In my search, I discovered a few things. I discovered that the big bug-a-boo about adultery is false. When it comes to swinging couples, if I as a single male (or with a partner as a couple, for that matter) am invited by a consenting couple to enjoy an evening of sex with them, I am not committing adultery, nor are they. If the vows of marriage are true: i.e., the two become one, then I am invited into that relationship to participate with one. Adultery only exists where one of the marriage partners is dishonest. Real swinging couples are hones sexually. (Just as an aside-If you read your Bible you will discover that by strict biblical interpretation only women can commit adultery!)
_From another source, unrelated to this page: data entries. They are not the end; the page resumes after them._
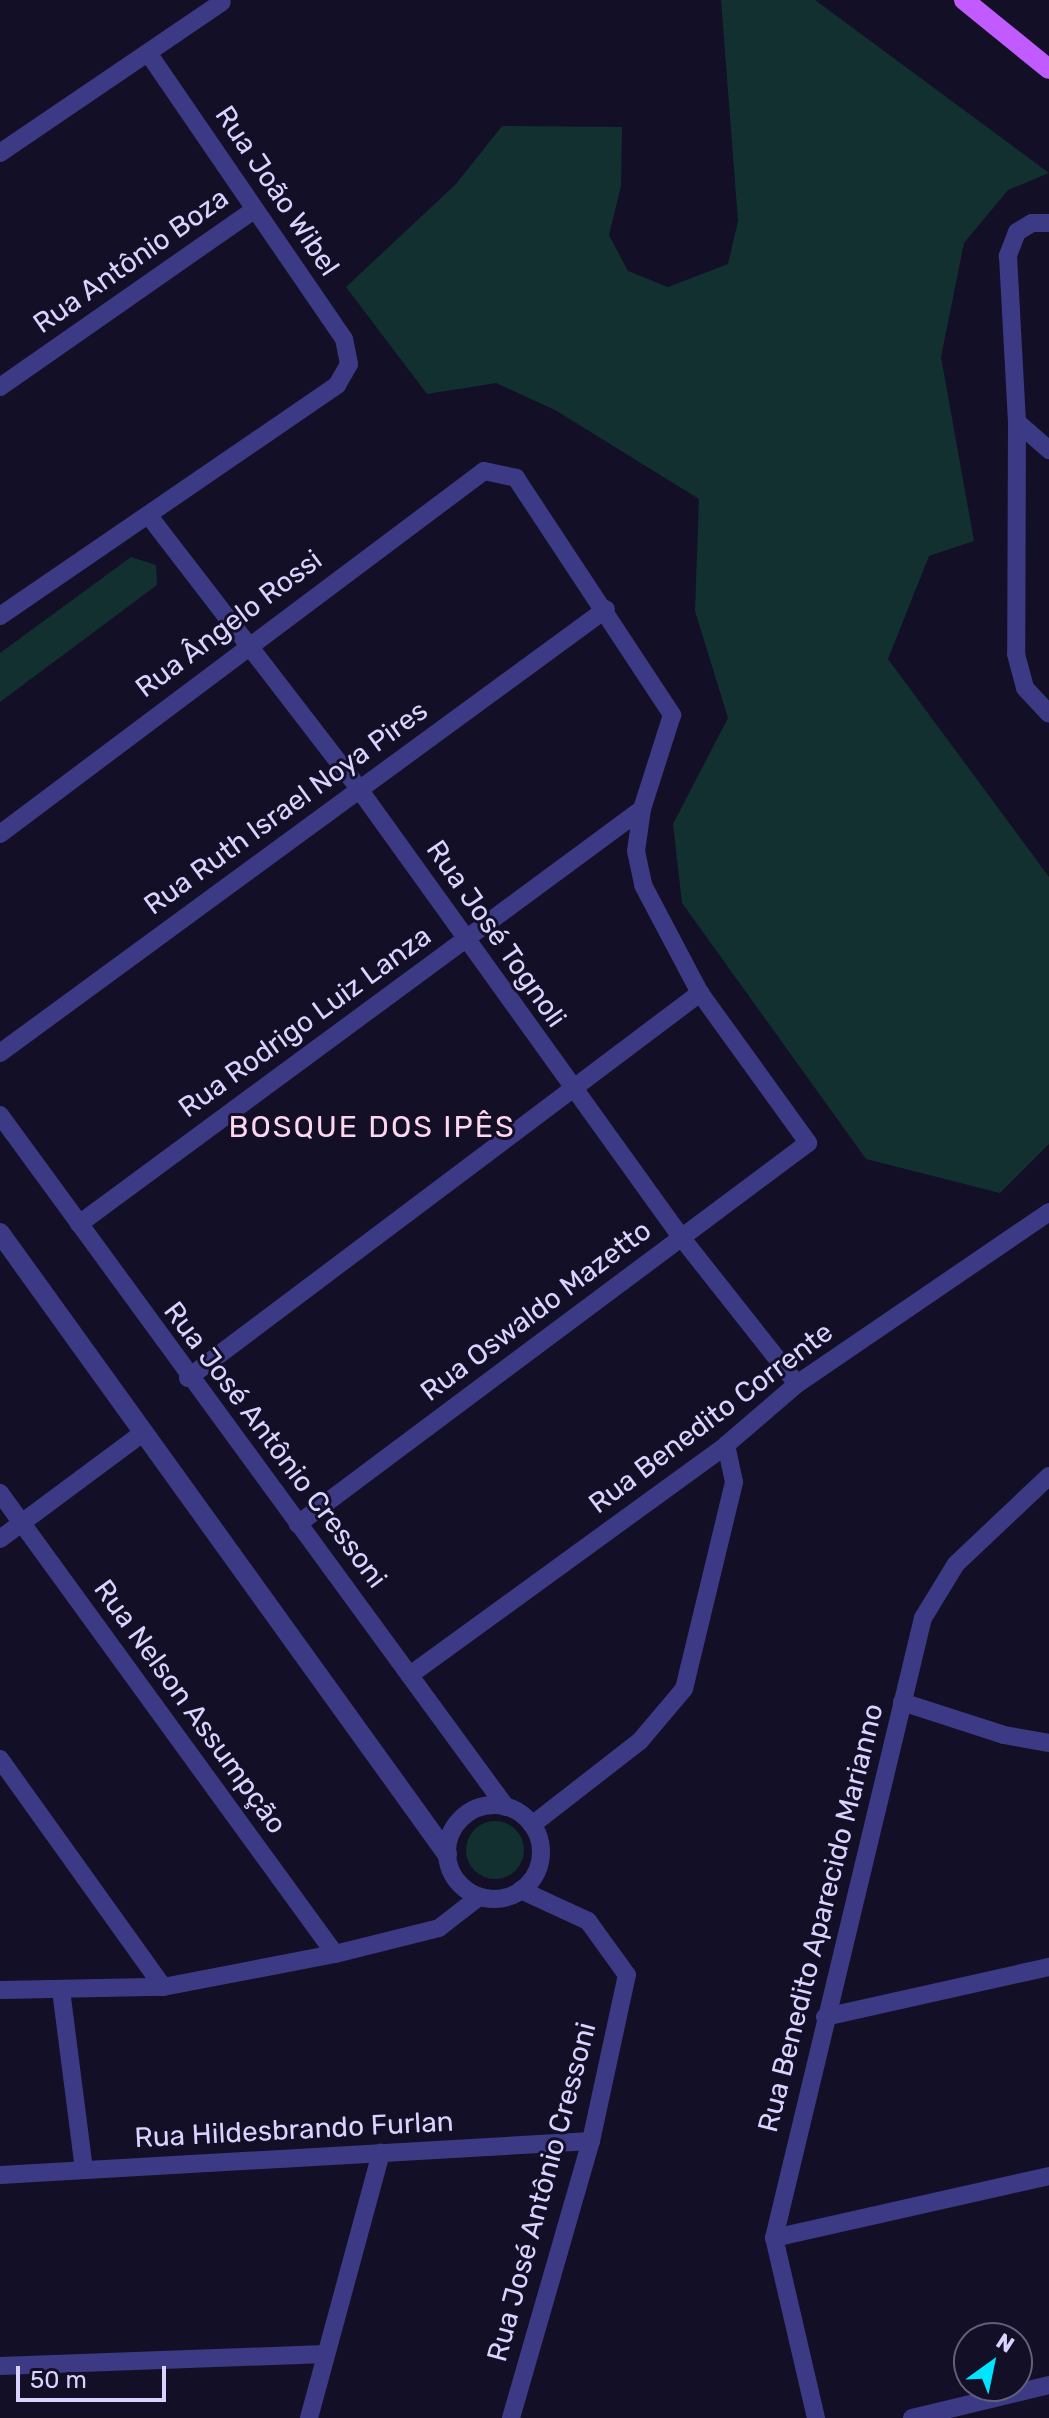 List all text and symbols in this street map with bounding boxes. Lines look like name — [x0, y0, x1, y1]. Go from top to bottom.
street label: Rua João Wibel — [208, 100, 346, 282]
street label: Rua Antônio Boza — [27, 181, 235, 341]
street label: Rua Ângelo Rossi — [129, 543, 329, 705]
street label: Rua Ruth Israel Noya Pires — [138, 694, 434, 922]
street label: Rua José Tognoli — [419, 834, 573, 1034]
street label: Rua Rodrigo Luiz Lanza — [172, 919, 438, 1125]
district label: BOSQUE DOS IPÊS — [228, 1109, 516, 1145]
street label: Rua Oswaldo Mazetto — [414, 1213, 658, 1409]
street label: Rua José Antônio Cressoni — [156, 1295, 394, 1595]
street label: Rua Benedito Corrente — [582, 1315, 840, 1521]
street label: Rua Nelson Assumpção — [86, 1573, 294, 1841]
street label: Rua Benedito Aparecido Marianno — [751, 1700, 891, 2136]
street label: Rua José Antônio Cressoni — [480, 2018, 604, 2366]
street label: Rua Hildesbrando Furlan — [134, 2105, 454, 2155]
north arrow — [953, 2322, 1033, 2402]
text: N — [991, 2327, 1019, 2359]
scale bar — [20, 2350, 170, 2400]
text: 50 m — [30, 2366, 87, 2394] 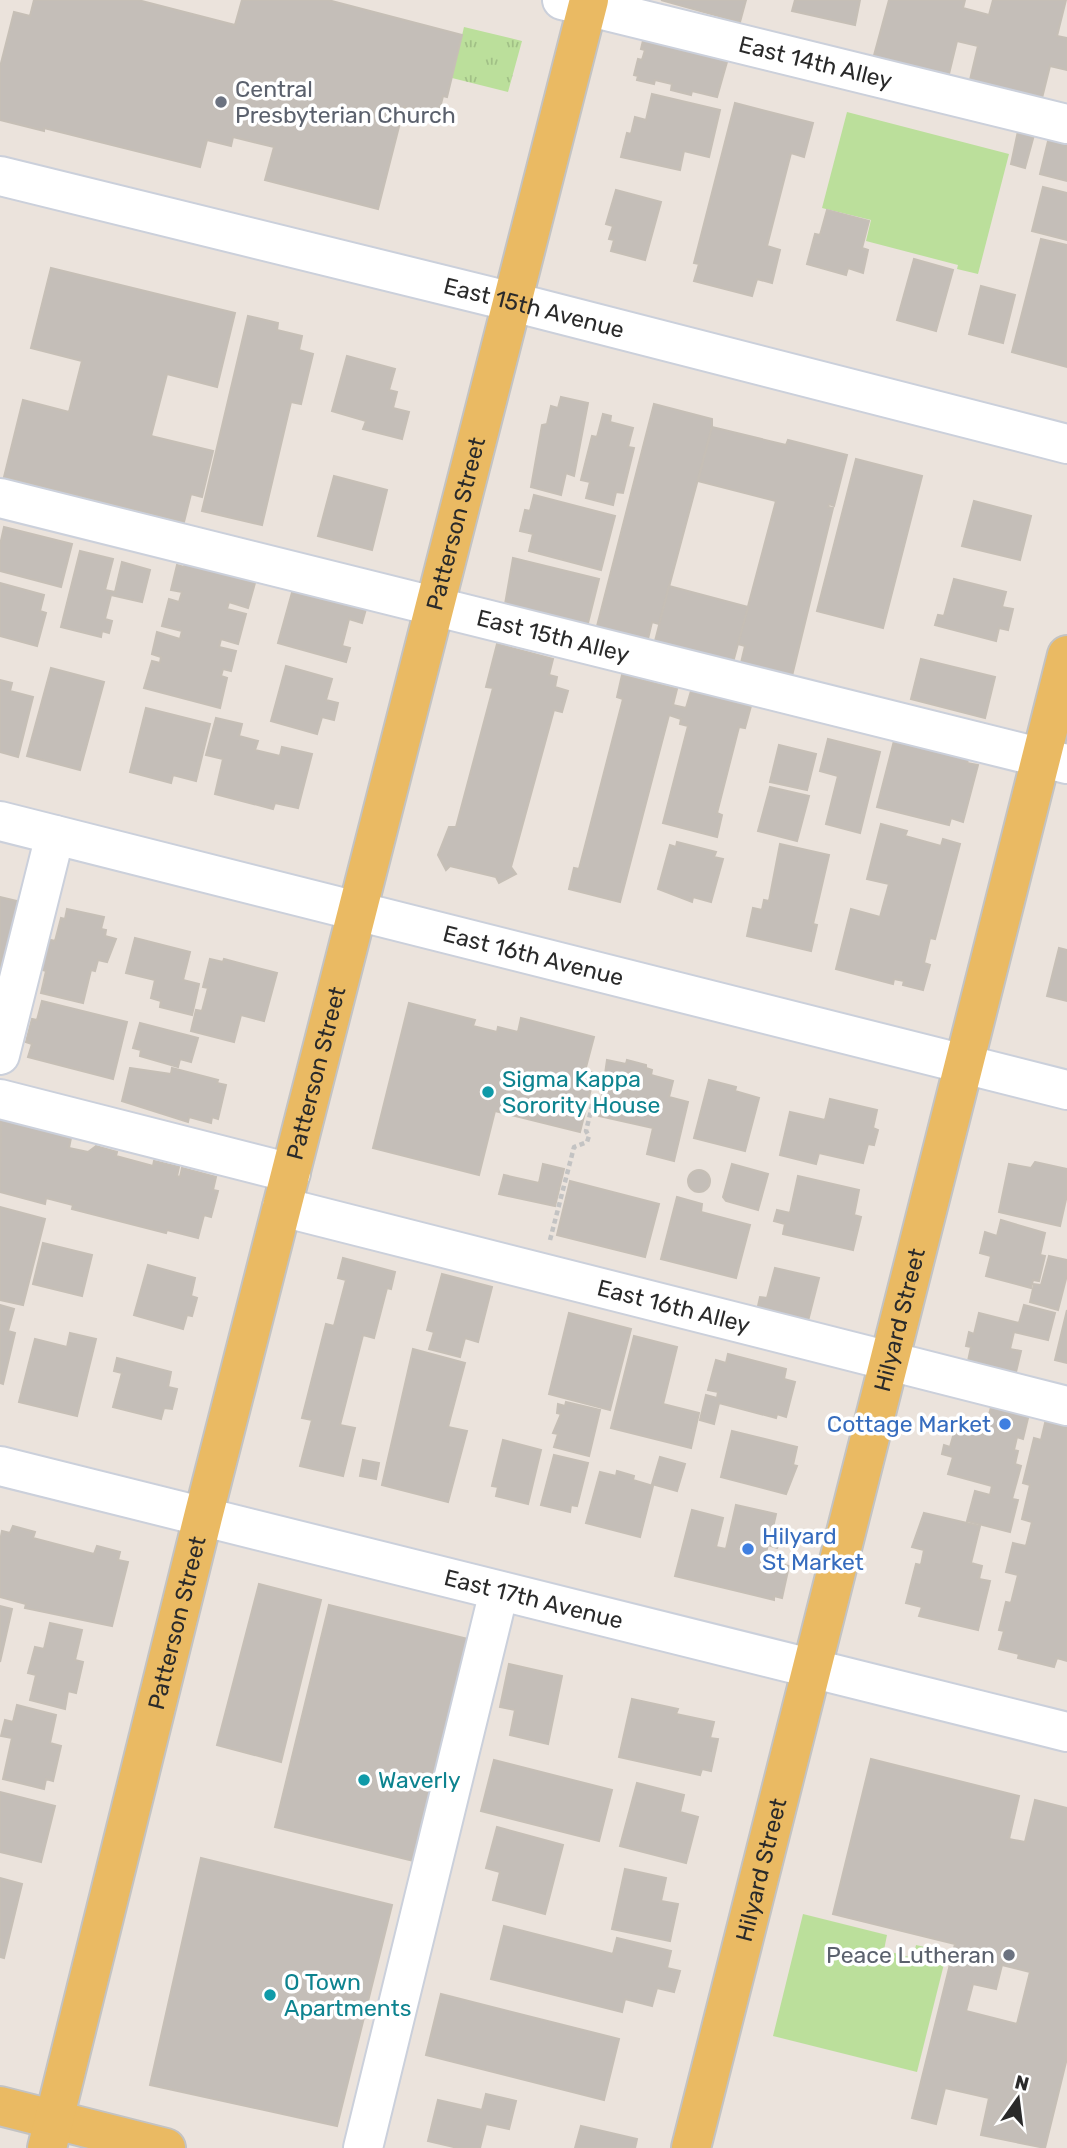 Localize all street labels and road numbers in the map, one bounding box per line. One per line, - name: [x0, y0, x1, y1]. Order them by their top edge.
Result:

I also discovered that the sharing of sex with another human being or beings is an extension of one's friendship and pleasure. It becomes distorted only when (usually the single guy) someone seeks his own pleasure ahead of that of his partner(s). The best threesomes occur for me when each person is seeking to give as much pleasure as possible to the other two. Contrary to popular opinion, swingers do not indiscriminately have sex with every person or tree walking down the street. We are not animals in heat. We are selective, caring and seek the pleasure of the other. It is as if the Golden Rule of Jesus is finally put into practice, where Christ says, "Love your neighbor as you would want to be loved."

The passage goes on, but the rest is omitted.